[Stored data entries]

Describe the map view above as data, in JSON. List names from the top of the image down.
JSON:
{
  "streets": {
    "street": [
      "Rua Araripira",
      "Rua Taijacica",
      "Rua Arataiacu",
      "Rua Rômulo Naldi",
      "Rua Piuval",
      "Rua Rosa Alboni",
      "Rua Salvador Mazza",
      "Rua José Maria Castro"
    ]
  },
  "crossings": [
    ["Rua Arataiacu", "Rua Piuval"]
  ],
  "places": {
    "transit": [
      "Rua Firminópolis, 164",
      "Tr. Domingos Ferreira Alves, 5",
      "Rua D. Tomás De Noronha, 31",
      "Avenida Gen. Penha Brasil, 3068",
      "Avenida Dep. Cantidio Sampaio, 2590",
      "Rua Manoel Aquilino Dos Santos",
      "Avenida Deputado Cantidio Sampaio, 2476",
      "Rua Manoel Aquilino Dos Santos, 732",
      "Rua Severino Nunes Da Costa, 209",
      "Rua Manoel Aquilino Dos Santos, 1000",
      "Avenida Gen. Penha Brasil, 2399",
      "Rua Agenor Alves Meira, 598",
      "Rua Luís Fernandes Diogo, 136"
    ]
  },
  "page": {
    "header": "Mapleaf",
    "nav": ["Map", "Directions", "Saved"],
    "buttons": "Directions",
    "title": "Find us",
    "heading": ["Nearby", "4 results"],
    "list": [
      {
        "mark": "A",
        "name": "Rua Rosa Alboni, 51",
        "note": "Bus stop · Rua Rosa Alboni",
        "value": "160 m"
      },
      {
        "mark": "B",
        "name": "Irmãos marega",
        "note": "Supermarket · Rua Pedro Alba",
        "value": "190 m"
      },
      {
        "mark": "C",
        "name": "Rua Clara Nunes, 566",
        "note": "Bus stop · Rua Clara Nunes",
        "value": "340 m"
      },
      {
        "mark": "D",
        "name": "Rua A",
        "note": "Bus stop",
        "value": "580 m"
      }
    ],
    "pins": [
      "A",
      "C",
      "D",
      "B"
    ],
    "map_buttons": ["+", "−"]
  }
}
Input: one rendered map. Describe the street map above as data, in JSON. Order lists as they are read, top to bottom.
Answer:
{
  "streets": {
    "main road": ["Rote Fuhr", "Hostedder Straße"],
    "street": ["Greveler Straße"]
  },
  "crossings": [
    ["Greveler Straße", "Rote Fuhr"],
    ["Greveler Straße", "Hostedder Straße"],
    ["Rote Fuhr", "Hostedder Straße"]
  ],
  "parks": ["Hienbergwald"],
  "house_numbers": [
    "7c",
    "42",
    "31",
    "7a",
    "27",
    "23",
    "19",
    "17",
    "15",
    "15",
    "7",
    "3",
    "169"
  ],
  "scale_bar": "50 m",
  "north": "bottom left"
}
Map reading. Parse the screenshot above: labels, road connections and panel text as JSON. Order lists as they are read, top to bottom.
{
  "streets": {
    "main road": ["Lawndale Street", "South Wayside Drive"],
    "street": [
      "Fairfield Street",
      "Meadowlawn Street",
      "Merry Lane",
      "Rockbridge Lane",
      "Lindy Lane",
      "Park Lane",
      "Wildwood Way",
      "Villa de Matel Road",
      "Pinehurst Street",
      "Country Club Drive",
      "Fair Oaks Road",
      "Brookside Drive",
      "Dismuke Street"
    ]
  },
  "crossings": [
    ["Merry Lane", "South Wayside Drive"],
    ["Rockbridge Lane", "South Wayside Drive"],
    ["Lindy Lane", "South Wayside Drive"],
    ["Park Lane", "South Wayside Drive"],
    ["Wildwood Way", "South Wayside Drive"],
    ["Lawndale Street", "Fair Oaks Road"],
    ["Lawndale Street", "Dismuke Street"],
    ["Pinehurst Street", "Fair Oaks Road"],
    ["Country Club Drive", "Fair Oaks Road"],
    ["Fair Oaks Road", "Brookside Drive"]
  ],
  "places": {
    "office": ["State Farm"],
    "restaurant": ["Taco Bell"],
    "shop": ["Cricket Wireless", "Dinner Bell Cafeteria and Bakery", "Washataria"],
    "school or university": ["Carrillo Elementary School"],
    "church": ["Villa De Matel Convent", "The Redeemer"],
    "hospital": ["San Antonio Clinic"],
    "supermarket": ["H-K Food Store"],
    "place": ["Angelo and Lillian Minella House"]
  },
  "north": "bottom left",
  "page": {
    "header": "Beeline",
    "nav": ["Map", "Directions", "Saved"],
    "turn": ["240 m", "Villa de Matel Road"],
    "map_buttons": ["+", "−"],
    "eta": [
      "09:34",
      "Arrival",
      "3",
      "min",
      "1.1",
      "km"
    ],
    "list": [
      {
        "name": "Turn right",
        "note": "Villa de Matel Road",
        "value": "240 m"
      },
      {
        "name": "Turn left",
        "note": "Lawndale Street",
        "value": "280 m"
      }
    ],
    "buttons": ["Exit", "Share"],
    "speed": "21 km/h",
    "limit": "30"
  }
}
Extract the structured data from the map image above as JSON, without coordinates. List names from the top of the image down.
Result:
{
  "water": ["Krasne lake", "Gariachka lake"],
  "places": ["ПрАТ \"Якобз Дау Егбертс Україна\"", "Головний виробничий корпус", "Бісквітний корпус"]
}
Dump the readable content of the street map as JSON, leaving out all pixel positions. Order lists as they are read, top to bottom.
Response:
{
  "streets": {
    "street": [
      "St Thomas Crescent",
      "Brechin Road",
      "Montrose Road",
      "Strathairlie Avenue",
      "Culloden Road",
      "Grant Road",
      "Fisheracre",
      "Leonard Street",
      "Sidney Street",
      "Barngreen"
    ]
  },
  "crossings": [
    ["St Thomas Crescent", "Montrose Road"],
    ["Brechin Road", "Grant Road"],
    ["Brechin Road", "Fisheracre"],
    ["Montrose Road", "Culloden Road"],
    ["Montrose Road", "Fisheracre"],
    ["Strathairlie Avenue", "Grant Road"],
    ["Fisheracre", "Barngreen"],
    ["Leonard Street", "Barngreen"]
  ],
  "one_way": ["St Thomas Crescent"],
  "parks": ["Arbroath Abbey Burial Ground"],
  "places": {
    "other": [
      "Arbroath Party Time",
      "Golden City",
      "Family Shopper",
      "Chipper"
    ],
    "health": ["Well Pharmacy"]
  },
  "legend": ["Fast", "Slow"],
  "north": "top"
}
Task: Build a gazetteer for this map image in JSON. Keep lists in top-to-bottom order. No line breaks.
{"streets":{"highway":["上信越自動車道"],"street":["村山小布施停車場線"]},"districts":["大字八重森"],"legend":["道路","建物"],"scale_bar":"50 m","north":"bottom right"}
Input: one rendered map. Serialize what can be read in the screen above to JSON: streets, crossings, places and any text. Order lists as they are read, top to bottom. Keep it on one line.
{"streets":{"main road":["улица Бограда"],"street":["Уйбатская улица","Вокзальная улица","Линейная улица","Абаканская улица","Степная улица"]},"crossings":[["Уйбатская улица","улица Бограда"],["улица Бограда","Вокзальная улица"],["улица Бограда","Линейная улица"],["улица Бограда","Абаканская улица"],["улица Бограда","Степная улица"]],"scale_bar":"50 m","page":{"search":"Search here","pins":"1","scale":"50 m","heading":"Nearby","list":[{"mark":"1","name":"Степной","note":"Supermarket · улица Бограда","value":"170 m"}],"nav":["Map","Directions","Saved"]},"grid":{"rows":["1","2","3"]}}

■ **Task item**
Please go through the data above and copy every line that has the word "Alboni".

■ **Result**
      "Rua Rosa Alboni",
        "name": "Rua Rosa Alboni, 51",
        "note": "Bus stop · Rua Rosa Alboni",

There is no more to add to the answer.